== Brief ==
This task calls for copying every line of the records that includes the word "Turan".

== Material for this task ==
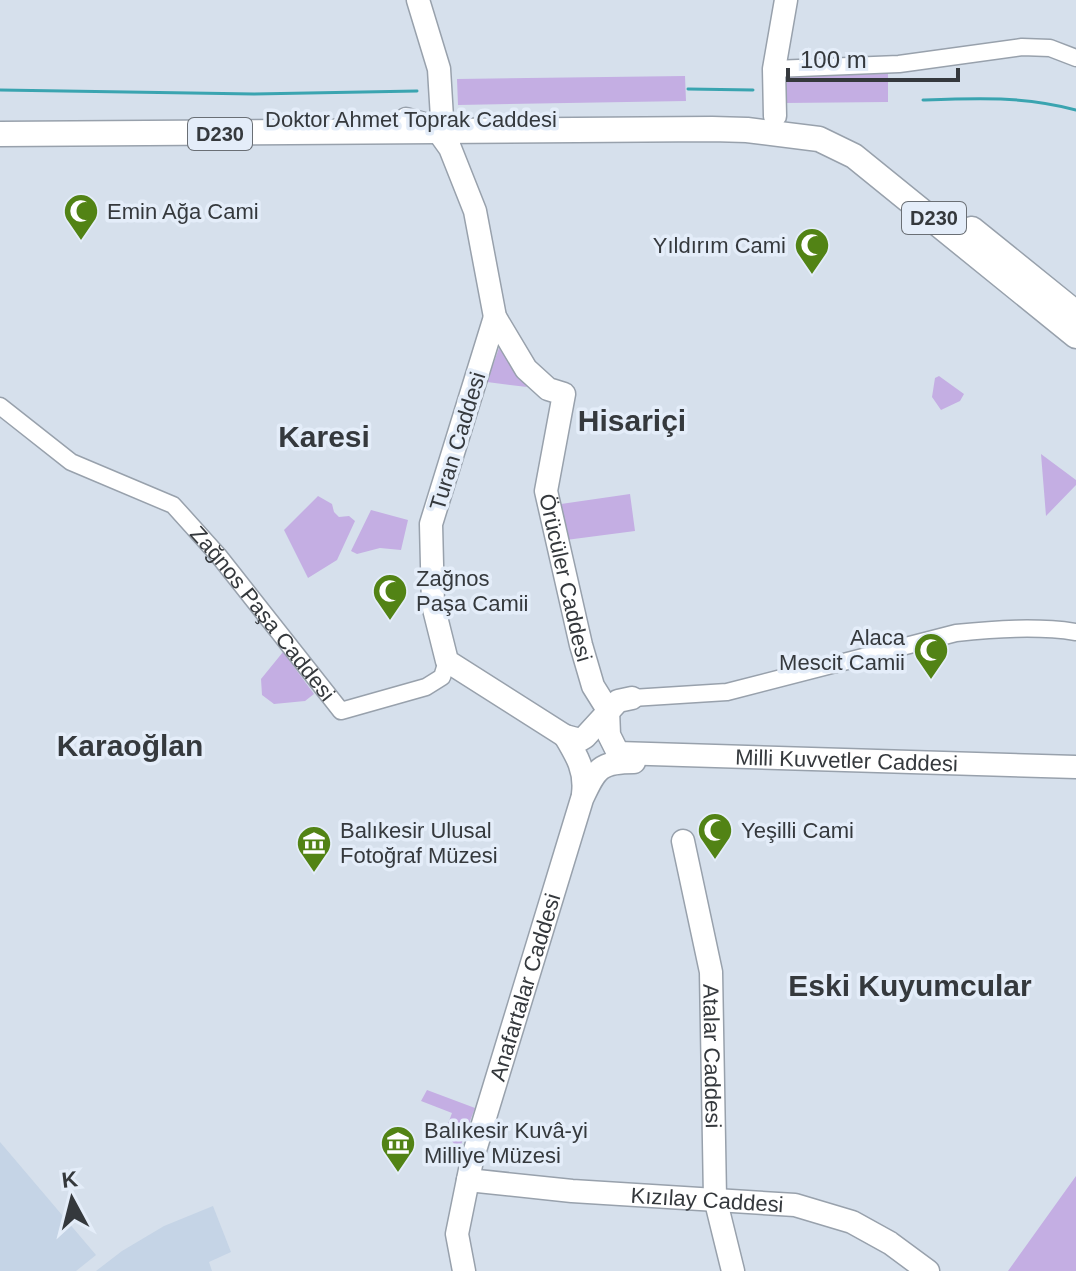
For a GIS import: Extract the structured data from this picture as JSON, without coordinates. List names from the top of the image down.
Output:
{
  "streets": {
    "highway": ["Doktor Ahmet Toprak Caddesi", "D230"],
    "main road": [
      "Turan Caddesi",
      "Örücüler Caddesi",
      "Milli Kuvvetler Caddesi",
      "Anafartalar Caddesi",
      "Atalar Caddesi",
      "Kızılay Caddesi"
    ],
    "street": ["Zağnos Paşa Caddesi"]
  },
  "crossings": [
    ["Doktor Ahmet Toprak Caddesi", "D230"],
    ["Doktor Ahmet Toprak Caddesi", "Turan Caddesi"],
    ["Turan Caddesi", "Örücüler Caddesi"],
    ["Turan Caddesi", "Zağnos Paşa Caddesi"],
    ["Örücüler Caddesi", "Milli Kuvvetler Caddesi"],
    ["Anafartalar Caddesi", "Kızılay Caddesi"],
    ["Atalar Caddesi", "Kızılay Caddesi"]
  ],
  "districts": [
    "Hisariçi",
    "Karesi",
    "Karaoğlan",
    "Eski Kuyumcular"
  ],
  "places": {
    "mosque": [
      "Emin Ağa Cami",
      "Yıldırım Cami",
      "Zağnos Paşa Camii",
      "Alaca Mescit Camii",
      "Yeşilli Cami"
    ],
    "museum": ["Balıkesir Ulusal Fotoğraf Müzesi", "Balıkesir Kuvâ-yi Milliye Müzesi"]
  },
  "scale_bar": "100 m",
  "north": "top"
}
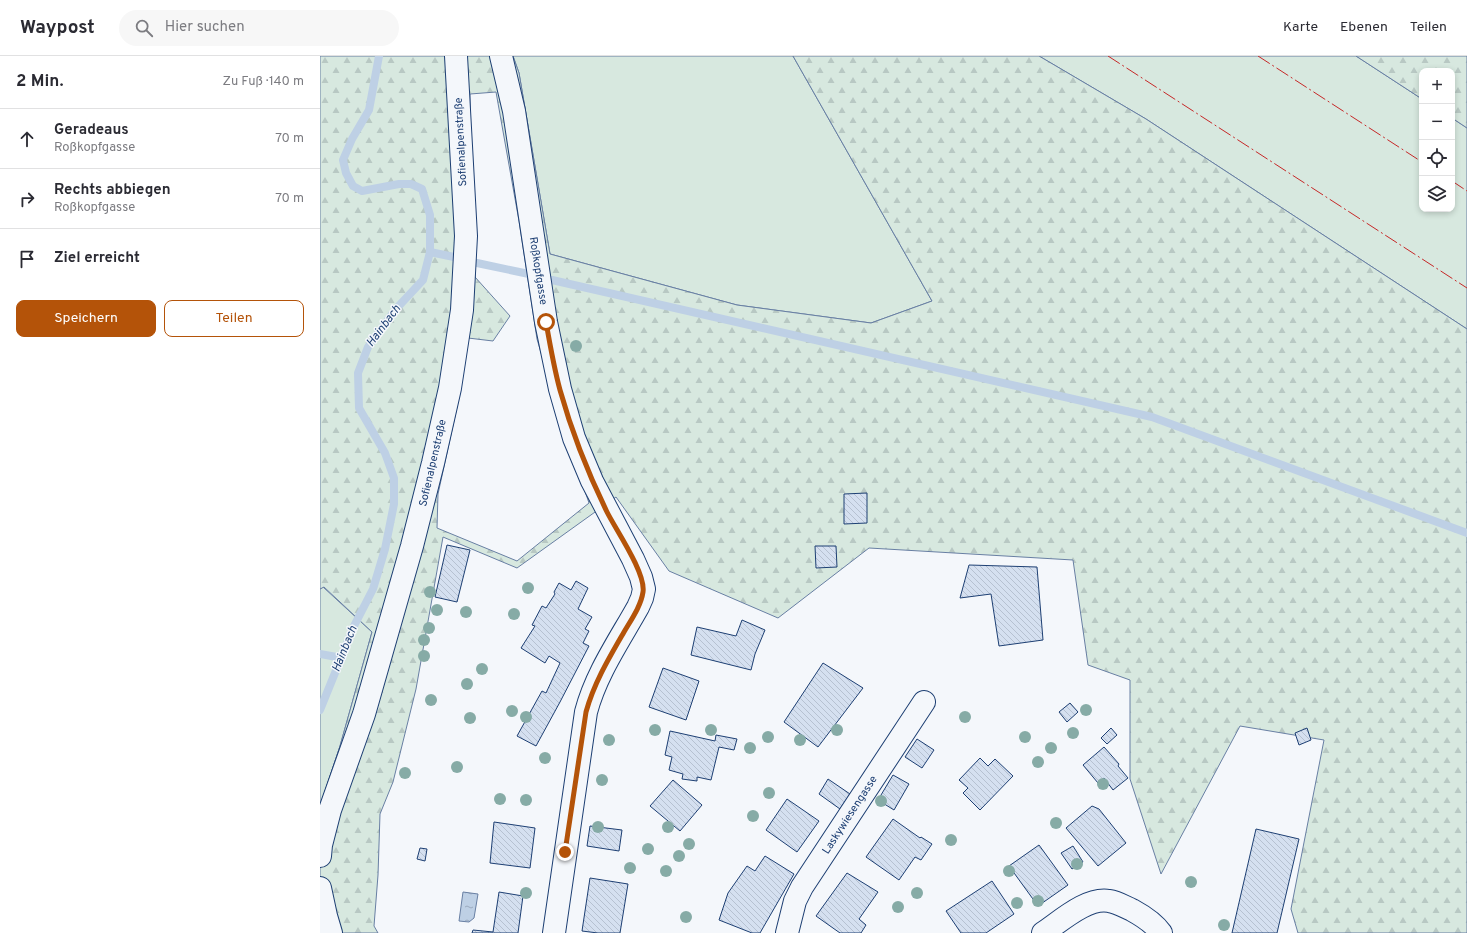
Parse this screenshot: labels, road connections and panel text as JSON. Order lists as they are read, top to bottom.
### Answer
{
  "streets": {
    "street": ["Sofienalpenstraße", "Roßkopfgasse", "Laskywiesengasse"]
  },
  "water": ["Hainbach"],
  "page": {
    "header": "Waypost",
    "search": "Hier suchen",
    "nav": ["Karte", "Ebenen", "Teilen"],
    "heading": ["2 Min.", "Zu Fuß · 140 m"],
    "map_buttons": ["+", "−"],
    "list": [
      ["Geradeaus", "Roßkopfgasse", "70 m"],
      ["Rechts abbiegen", "Roßkopfgasse", "70 m"],
      "Ziel erreicht"
    ],
    "buttons": ["Speichern", "Teilen"]
  }
}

== Task answer ==
      "Turan Caddesi",
    ["Doktor Ahmet Toprak Caddesi", "Turan Caddesi"],
    ["Turan Caddesi", "Örücüler Caddesi"],
    ["Turan Caddesi", "Zağnos Paşa Caddesi"],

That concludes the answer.